Print, from the listing below, the lines starting at the line containing "Map reading. What" and ending at the line containing "Transcribe the names", exactly as they stand, and print nothing else.

Source material:

--------------------------------------------------

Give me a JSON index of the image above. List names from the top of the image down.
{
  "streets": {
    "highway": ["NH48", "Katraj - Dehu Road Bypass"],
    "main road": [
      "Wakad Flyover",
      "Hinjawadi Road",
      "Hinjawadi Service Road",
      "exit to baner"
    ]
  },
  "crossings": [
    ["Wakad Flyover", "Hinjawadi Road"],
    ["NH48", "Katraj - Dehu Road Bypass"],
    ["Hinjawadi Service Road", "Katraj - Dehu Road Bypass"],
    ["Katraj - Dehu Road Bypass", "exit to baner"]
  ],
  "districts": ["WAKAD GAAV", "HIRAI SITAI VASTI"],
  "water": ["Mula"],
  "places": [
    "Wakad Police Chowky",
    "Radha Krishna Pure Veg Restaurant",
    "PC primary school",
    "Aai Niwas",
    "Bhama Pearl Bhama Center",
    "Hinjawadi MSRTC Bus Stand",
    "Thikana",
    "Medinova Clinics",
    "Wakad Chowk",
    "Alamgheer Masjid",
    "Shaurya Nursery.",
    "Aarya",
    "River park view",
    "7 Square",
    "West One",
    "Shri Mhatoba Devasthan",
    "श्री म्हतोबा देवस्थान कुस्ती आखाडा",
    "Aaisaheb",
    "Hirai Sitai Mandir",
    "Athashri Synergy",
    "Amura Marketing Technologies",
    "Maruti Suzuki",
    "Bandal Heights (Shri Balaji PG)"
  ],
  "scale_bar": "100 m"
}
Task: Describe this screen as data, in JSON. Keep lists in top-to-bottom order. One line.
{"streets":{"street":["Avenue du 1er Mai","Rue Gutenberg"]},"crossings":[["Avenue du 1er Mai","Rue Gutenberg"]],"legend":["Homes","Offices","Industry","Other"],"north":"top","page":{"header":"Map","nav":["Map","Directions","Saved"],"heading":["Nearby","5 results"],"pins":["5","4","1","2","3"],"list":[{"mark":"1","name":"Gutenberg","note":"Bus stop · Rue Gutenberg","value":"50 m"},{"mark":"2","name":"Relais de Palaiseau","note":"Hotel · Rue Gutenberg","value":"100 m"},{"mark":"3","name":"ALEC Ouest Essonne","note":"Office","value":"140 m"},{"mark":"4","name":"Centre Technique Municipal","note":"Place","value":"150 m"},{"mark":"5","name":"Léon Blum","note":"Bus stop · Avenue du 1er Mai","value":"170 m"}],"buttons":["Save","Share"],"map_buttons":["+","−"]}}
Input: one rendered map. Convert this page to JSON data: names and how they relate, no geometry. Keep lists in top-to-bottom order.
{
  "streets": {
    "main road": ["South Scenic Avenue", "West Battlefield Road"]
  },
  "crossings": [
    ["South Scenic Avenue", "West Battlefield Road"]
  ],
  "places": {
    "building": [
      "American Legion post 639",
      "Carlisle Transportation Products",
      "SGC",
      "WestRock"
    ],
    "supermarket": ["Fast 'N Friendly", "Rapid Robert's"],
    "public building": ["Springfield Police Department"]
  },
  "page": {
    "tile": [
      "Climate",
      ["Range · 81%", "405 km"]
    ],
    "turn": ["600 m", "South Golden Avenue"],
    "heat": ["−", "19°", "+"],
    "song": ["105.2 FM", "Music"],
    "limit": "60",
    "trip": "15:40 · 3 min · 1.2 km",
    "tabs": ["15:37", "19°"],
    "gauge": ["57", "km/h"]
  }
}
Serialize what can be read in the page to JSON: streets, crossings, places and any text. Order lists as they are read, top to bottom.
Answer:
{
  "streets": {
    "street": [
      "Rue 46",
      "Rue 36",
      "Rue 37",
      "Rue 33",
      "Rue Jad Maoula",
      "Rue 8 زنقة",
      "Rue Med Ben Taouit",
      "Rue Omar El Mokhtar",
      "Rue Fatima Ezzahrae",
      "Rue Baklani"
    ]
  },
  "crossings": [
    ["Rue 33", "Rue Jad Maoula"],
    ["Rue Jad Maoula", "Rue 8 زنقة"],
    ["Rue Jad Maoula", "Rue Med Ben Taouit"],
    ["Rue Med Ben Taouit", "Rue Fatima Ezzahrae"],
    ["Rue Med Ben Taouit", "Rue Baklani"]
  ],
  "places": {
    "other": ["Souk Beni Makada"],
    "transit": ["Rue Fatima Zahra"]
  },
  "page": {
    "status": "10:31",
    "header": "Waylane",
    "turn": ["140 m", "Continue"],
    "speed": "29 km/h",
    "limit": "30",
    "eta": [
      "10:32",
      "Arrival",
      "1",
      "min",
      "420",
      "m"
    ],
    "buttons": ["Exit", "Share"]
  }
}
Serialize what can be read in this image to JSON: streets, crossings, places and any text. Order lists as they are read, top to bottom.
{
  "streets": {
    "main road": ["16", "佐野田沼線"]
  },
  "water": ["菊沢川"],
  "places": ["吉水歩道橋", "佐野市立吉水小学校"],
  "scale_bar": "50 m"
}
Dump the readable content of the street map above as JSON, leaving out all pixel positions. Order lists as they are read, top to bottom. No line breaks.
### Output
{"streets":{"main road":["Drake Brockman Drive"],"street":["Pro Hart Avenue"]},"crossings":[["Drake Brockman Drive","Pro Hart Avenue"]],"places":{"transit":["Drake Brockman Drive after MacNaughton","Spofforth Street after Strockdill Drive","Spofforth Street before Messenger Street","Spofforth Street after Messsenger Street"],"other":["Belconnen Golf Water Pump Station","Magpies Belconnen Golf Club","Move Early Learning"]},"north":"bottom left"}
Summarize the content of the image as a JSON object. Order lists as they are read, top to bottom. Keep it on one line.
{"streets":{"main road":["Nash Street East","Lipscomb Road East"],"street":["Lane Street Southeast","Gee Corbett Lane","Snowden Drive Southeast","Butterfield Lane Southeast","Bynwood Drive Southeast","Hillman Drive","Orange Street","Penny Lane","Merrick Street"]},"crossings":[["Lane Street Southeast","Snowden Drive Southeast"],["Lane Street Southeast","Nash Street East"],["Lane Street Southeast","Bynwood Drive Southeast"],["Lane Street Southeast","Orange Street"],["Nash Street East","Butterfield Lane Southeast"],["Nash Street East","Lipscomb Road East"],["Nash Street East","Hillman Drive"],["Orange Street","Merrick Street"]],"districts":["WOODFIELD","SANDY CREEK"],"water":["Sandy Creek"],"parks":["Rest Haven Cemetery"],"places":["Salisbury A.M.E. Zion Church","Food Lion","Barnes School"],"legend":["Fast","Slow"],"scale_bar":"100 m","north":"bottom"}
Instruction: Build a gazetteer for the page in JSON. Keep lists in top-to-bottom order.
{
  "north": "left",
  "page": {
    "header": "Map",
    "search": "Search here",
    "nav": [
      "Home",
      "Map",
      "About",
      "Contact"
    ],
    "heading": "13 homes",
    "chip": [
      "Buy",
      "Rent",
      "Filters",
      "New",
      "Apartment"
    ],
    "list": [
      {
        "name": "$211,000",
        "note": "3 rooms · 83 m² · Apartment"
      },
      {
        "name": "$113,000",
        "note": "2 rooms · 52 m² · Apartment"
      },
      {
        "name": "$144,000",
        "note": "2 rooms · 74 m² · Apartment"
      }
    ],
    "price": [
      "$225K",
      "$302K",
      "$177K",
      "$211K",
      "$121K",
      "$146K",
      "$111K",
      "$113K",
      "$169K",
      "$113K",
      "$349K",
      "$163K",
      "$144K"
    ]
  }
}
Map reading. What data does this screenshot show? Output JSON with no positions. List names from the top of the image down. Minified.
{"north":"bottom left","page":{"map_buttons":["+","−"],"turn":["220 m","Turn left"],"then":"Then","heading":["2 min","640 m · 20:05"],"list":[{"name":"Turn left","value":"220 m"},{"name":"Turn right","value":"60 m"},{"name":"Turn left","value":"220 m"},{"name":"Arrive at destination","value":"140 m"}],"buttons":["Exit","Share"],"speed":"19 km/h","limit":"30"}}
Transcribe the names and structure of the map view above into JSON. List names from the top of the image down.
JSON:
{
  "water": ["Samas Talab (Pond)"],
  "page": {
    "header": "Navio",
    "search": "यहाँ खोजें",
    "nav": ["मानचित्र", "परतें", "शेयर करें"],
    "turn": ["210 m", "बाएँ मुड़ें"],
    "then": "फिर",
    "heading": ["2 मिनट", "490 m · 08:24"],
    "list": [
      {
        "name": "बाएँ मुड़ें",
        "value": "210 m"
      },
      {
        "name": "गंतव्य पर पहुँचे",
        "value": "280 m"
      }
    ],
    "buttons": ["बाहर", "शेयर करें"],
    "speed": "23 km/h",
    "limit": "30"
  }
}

--------------------------------------------------

Task response:
Map reading. What data does this screenshot show? Output JSON with no positions. List names from the top of the image down. Minified.
{"north":"bottom left","page":{"map_buttons":["+","−"],"turn":["220 m","Turn left"],"then":"Then","heading":["2 min","640 m · 20:05"],"list":[{"name":"Turn left","value":"220 m"},{"name":"Turn right","value":"60 m"},{"name":"Turn left","value":"220 m"},{"name":"Arrive at destination","value":"140 m"}],"buttons":["Exit","Share"],"speed":"19 km/h","limit":"30"}}
Transcribe the names and structure of the map view above into JSON. List names from the top of the image down.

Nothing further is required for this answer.